Hey guys,
thanks for help but I am stuck.

I tried changing the GC:
" instead of CMSIncrementalMode try UseParNewGC"

Also checked for swap, which in vmstat is always zero and analizying top
is not an option.

Load factor never gets higher than 10.0 in a 16 cpu and usually it I around
1.5.

Finally, I tried the "-XX:MaxDirectMemorySize=2G" in the datanode, but nothing 
changed.

Datanode still has a lot of the following errors and RS keep falling 3 times a 
day after GC timeout:

2012-07-16 10:13:13,362 ERROR org.apache.hadoop.hdfs.server.datanode.DataNode: 
DatanodeRegistration(172.17.2.22:50010, 
storageID=DS-554036718-127.0.0.1-50010-1318903052632, infoPort=50075, 
ipcPort=50020):DataXceiver
java.io.EOFException: while trying to read 65557 bytes
        at 
org.apache.hadoop.hdfs.server.datanode.BlockReceiver.readToBuf(BlockReceiver.java:290)
        at 
org.apache.hadoop.hdfs.server.datanode.BlockReceiver.readNextPacket(BlockReceiver.java:334)
        at 
org.apache.hadoop.hdfs.server.datanode.BlockReceiver.receivePacket(BlockReceiver.java:398)
        at 
org.apache.hadoop.hdfs.server.datanode.BlockReceiver.receiveBlock(BlockReceiver.java:577)
        at 
org.apache.hadoop.hdfs.server.datanode.DataXceiver.writeBlock(DataXceiver.java:494)
        at 
org.apache.hadoop.hdfs.server.datanode.DataXceiver.run(DataXceiver.java:183)

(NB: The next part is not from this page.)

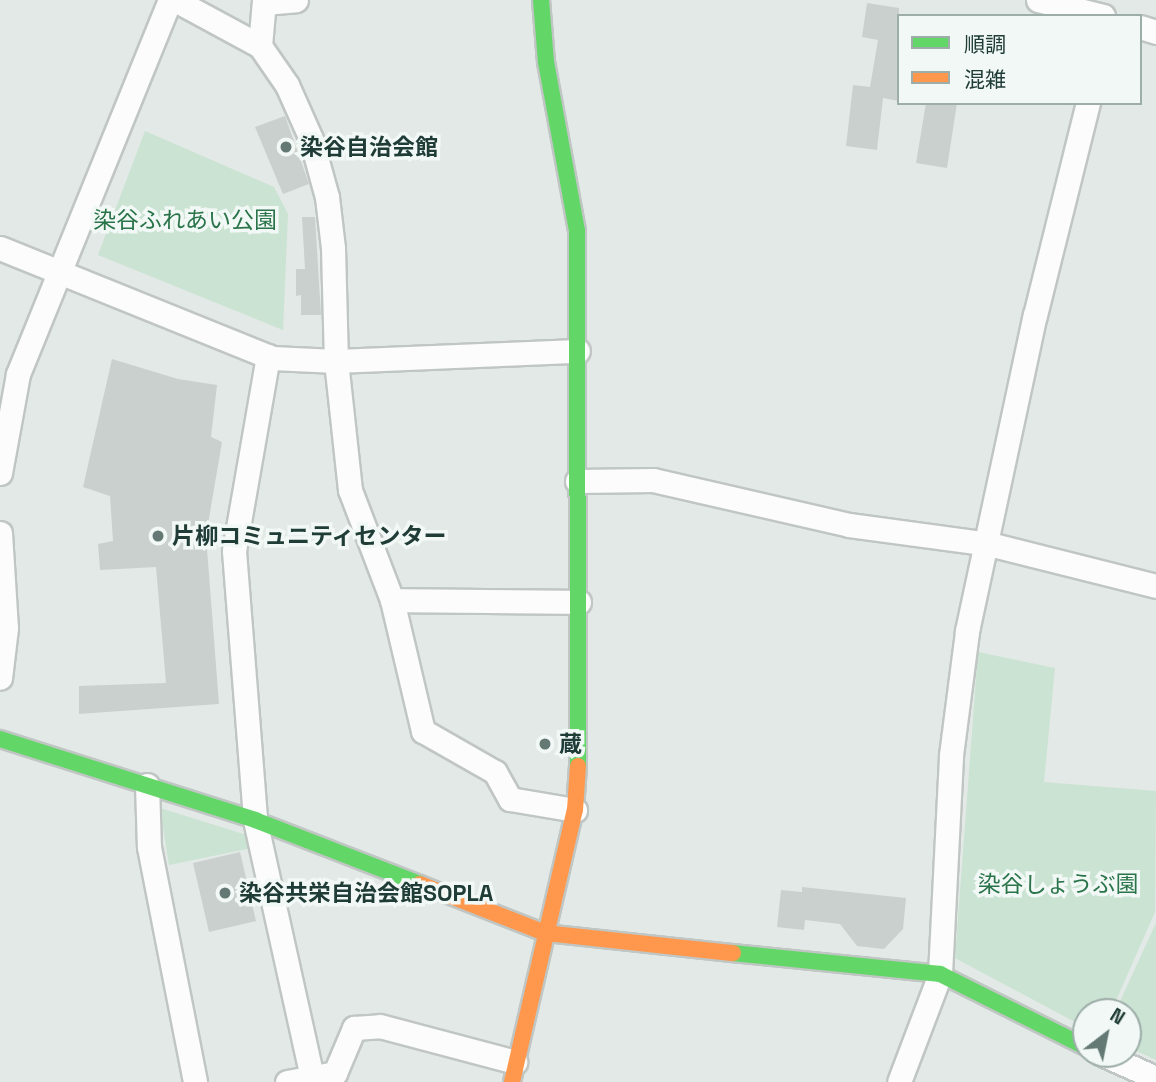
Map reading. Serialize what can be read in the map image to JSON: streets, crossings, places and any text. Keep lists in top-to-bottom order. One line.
{"parks":["染谷ふれあい公園","染谷しょうぶ園"],"places":["染谷自治会館","片柳コミュニティセンター","蔵","染谷共栄自治会館SOPLA"],"legend":["順調","混雑"],"north":"top right"}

-----------------------------------------------------------------------

2012-07-16 10:14:25,583 ERROR org.apache.hadoop.hdfs.server.datanode.DataNode: 
DatanodeRegistration(172.17.2.22:50010, 
storageID=DS-554036718-127.0.0.1-50010-1318903052632, infoPort=50075, 
ipcPort=50020):DataXceiver
java.net.SocketTimeoutException: 480000 millis timeout while waiting for 
channel to be ready for write. ch : java.nio.channels.SocketChannel[connected 
local=/172.17.2.22:50010 remote=/172.17.2.22:49590]
        at 
org.apache.hadoop.net.SocketIOWithTimeout.waitForIO(SocketIOWithTimeout.java:246)
        at 
org.apache.hadoop.net.SocketOutputStream.waitForWritable(SocketOutputStream.java:159)
        at 
org.apache.hadoop.net.SocketOutputStream.transferToFully(SocketOutputStream.java:198)
        at 
org.apache.hadoop.hdfs.server.datanode.BlockSender.sendChunks(BlockSender.java:397)
        at 
org.apache.hadoop.hdfs.server.datanode.BlockSender.sendBlock(BlockSender.java:493)
        at 
org.apache.hadoop.hdfs.server.datanode.DataXceiver.readBlock(DataXceiver.java:279)
        at 
org.apache.hadoop.hdfs.server.datanode.DataXceiver.run(DataXceiver.java:175)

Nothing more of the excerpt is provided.